PROBLEM:
The response should contain all of the records, copied exactly, and none of the images.

Stored data:
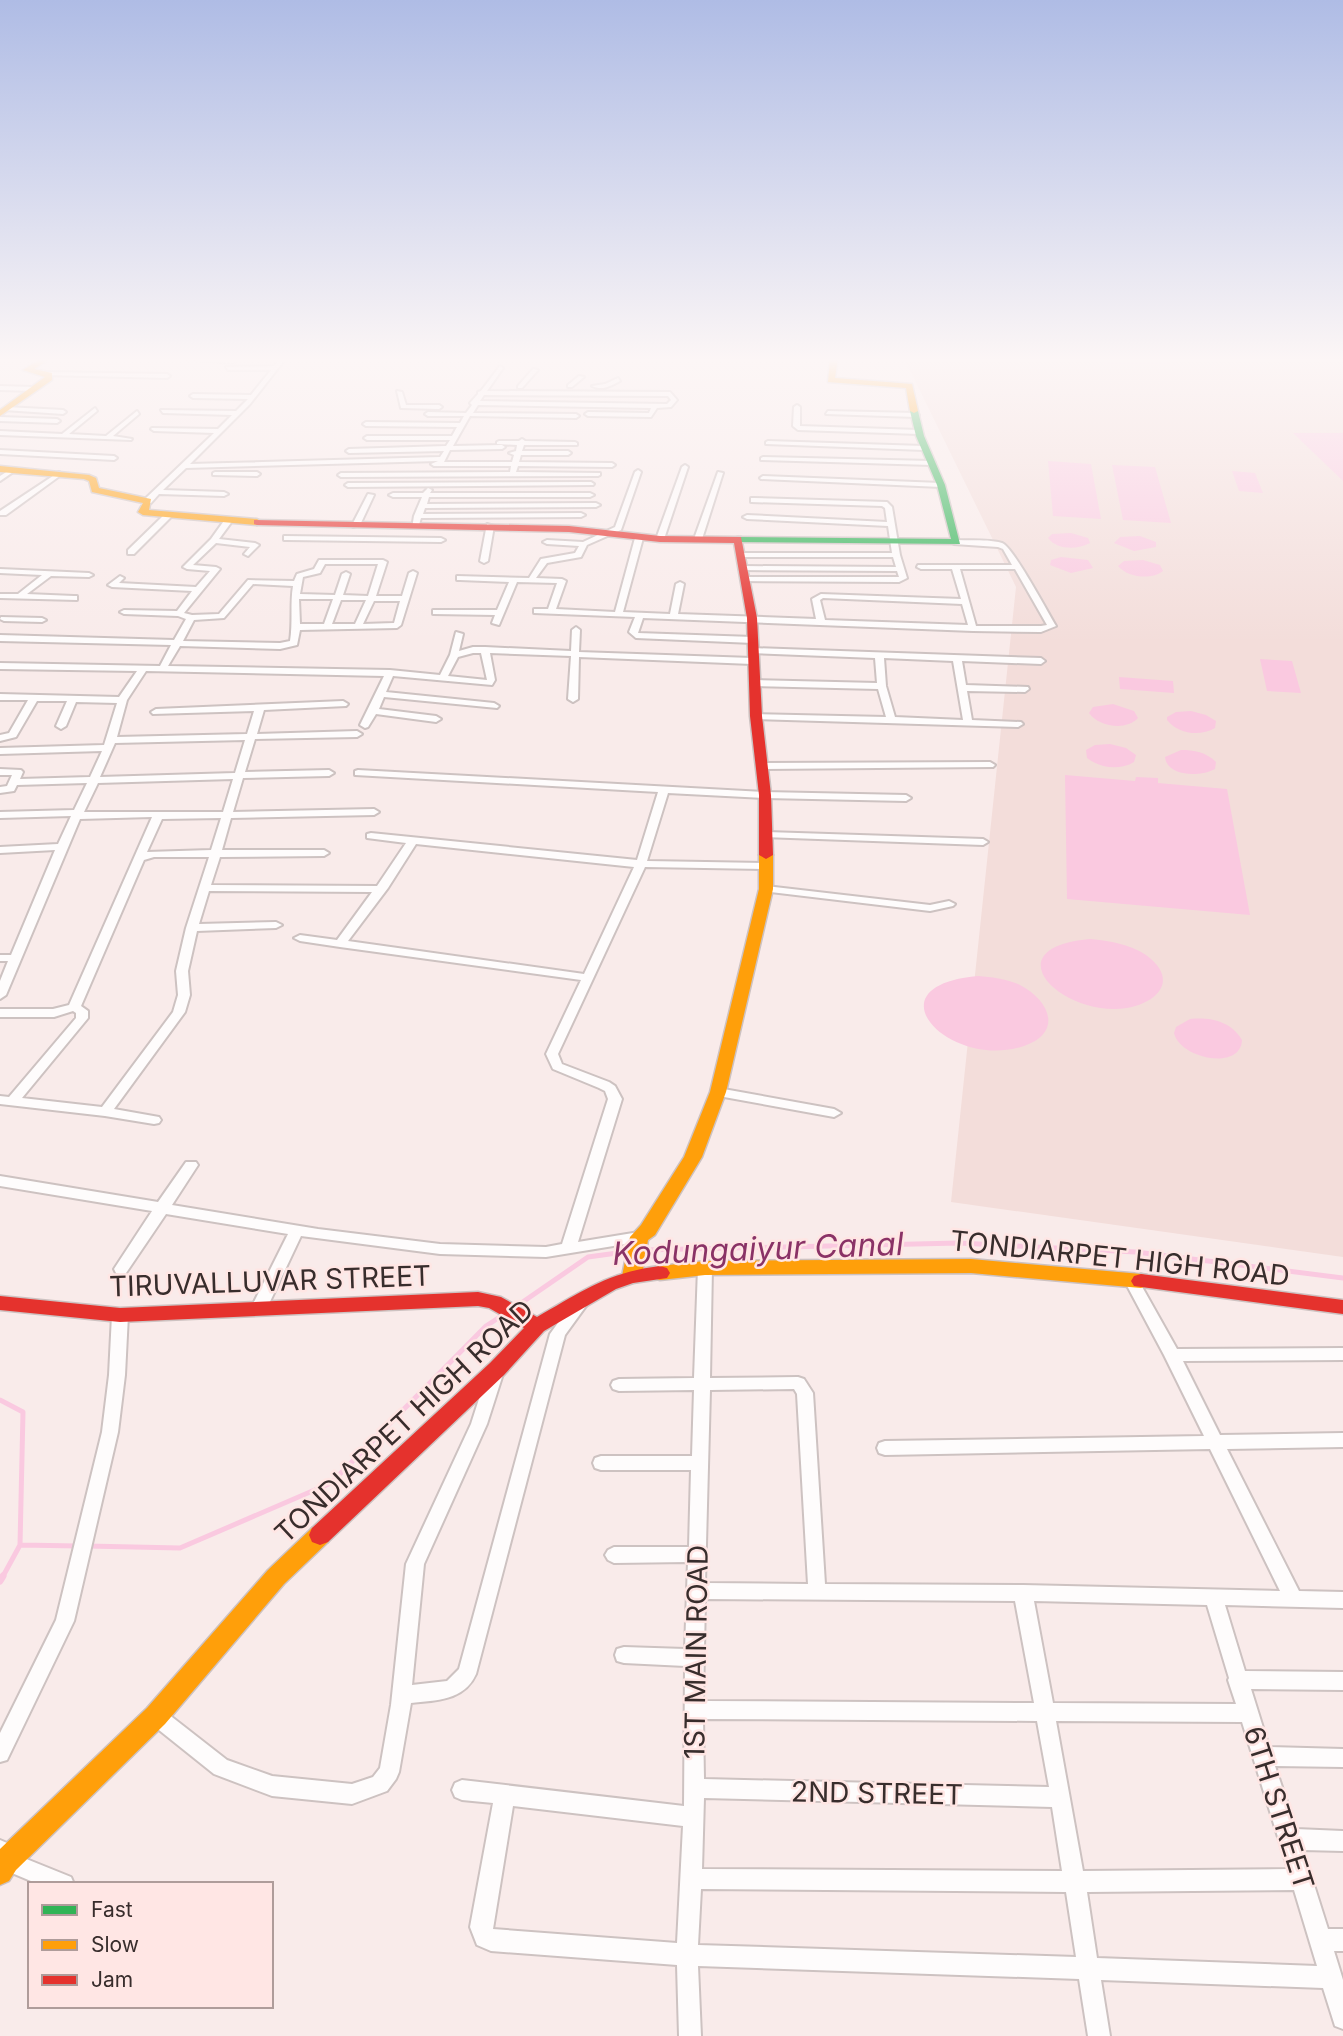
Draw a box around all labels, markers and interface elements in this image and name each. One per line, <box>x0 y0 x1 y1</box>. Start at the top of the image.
street label: TONDIARPET HIGH ROAD <box>948 1223 1292 1293</box>
water label: Kodungaiyur Canal <box>612 1224 904 1273</box>
street label: TIRUVALLUVAR STREET <box>108 1258 432 1304</box>
street label: TONDIARPET HIGH ROAD <box>268 1292 540 1550</box>
street label: 1ST MAIN ROAD <box>677 1545 715 1759</box>
street label: 6TH STREET <box>1237 1722 1321 1894</box>
street label: 2ND STREET <box>791 1775 963 1811</box>
legend <box>28 1882 273 2008</box>
text: Fast <box>91 1897 133 1922</box>
text: Slow <box>91 1932 139 1957</box>
text: Jam <box>91 1967 133 1992</box>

TASK ANSWER:
Draw a box around all labels, markers and interface elements in this image and name each. One per line, <box>x0 y0 x1 y1</box>. Start at the top of the image.
street label: TONDIARPET HIGH ROAD <box>948 1223 1292 1293</box>
water label: Kodungaiyur Canal <box>612 1224 904 1273</box>
street label: TIRUVALLUVAR STREET <box>108 1258 432 1304</box>
street label: TONDIARPET HIGH ROAD <box>268 1292 540 1550</box>
street label: 1ST MAIN ROAD <box>677 1545 715 1759</box>
street label: 6TH STREET <box>1237 1722 1321 1894</box>
street label: 2ND STREET <box>791 1775 963 1811</box>
legend <box>28 1882 273 2008</box>
text: Fast <box>91 1897 133 1922</box>
text: Slow <box>91 1932 139 1957</box>
text: Jam <box>91 1967 133 1992</box>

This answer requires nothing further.